On 14 May 2013 I and a group of other interested parties met to discuss the findings of a new Jisc-funded study that considers the case for open access to citation data.

Alex Ball | 30 May 2013

Back in 2012, Jisc commissioned a study of the costs, benefits and risks associated with collecting and analysing citation data. That study is now nearing completion and will be published very soon. As a precursor to that, on 14 May 2013 I and a group of other interested parties went along to the Jisc offices in London to discuss the findings and their implications.

The study has been conducted by Curtis+Cartwright, and Geoff Curtis was there to present the draft report. It identifies three use cases for analysing citation data:

  • identifying important papers and researchers in a field of study (for populating a literature review, or approaching potential collaborators);
  • managing the performance of researchers, departments or funding programmes;
  • providing business intelligence for, say, choosing journals to publish in, or evaluating research impact.

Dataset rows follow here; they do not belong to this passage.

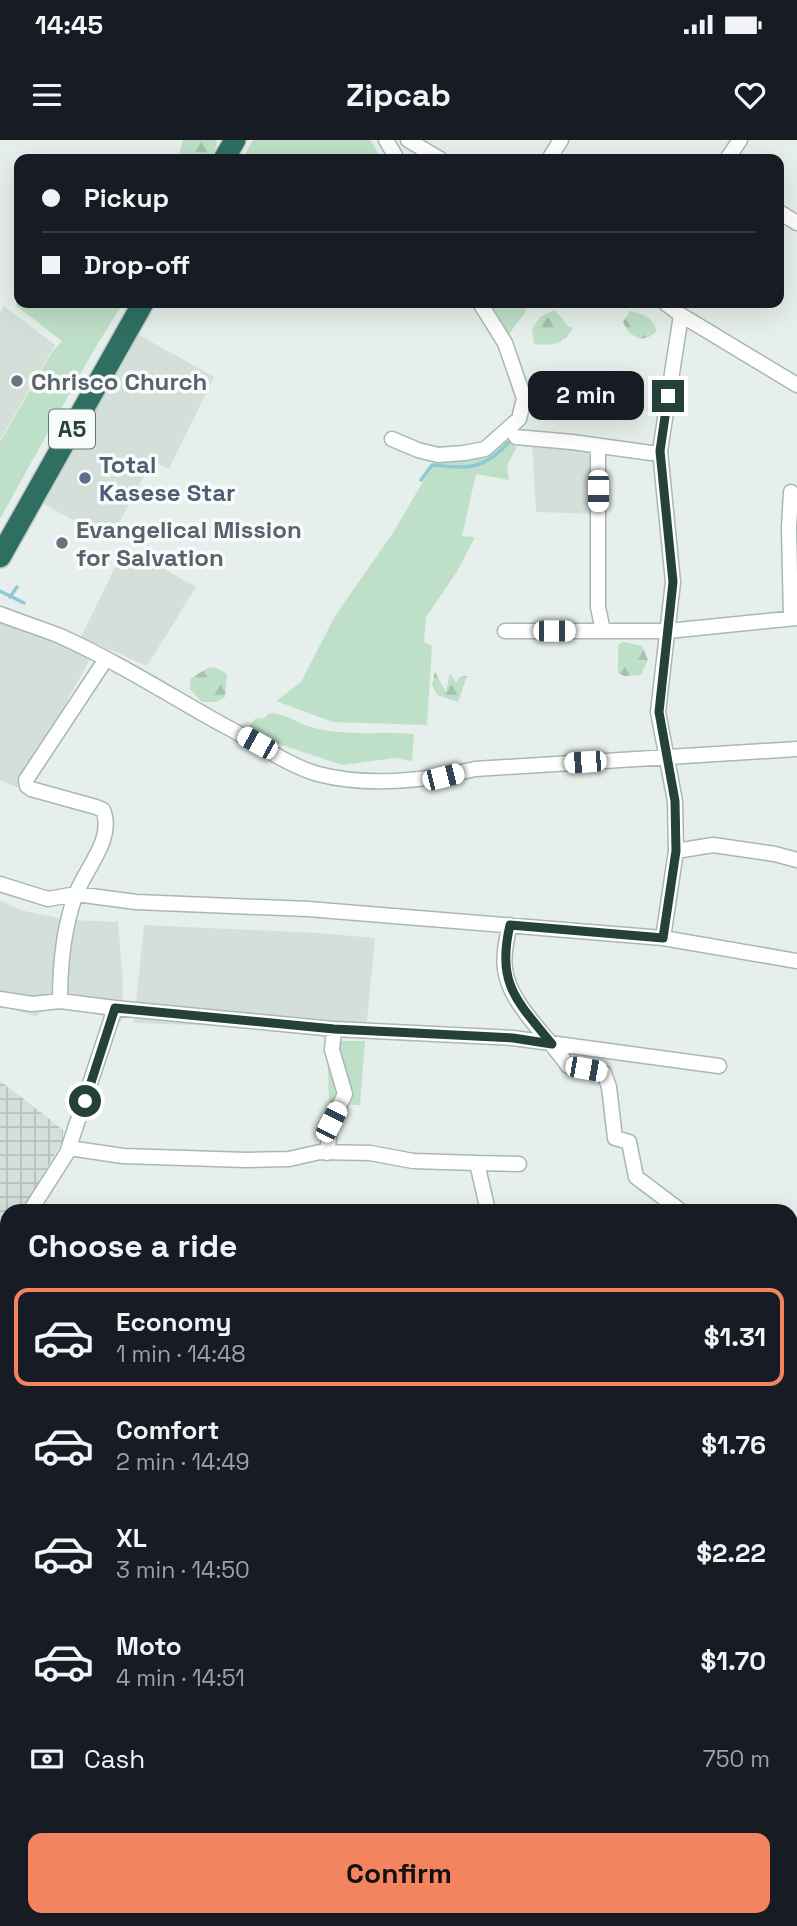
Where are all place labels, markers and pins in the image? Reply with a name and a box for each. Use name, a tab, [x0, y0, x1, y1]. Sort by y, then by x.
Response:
place label: Chrisco Church	[31, 366, 207, 397]
marker: Chrisco Church	[9, 373, 25, 389]
place label: Total Kasese Star	[99, 449, 236, 508]
marker: Total Kasese Star	[77, 470, 93, 486]
place label: Evangelical Mission for Salvation	[76, 514, 302, 573]
marker: Evangelical Mission for Salvation	[54, 535, 70, 551]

These use cases are satisfied (at least partly) by information on the papers citing or cited by a given paper, and metrics such as a journal's Impact Factor or a researcher's h-index. While the cited-by information is trivial to collect, the rest require comprehensive oversight of the literature, which is where Abstracting and Indexing services come in.

The big players in this area are of course Thomson Reuters' Web of Knowledge, Elsevier's Scopus, Google Scholar and Microsoft Academic Search, with an honourable mention for CiteSeerX. It tends to be the case that you get what you pay for with these services. Google Scholar and Microsoft Academic Search are populated with little human intervention and therefore give low quality data; it is also unclear what their scope is, and how stable and sustainable they are. Web of Knowledge and Scopus are better curated, and therefore give better results, but their cost reflects that.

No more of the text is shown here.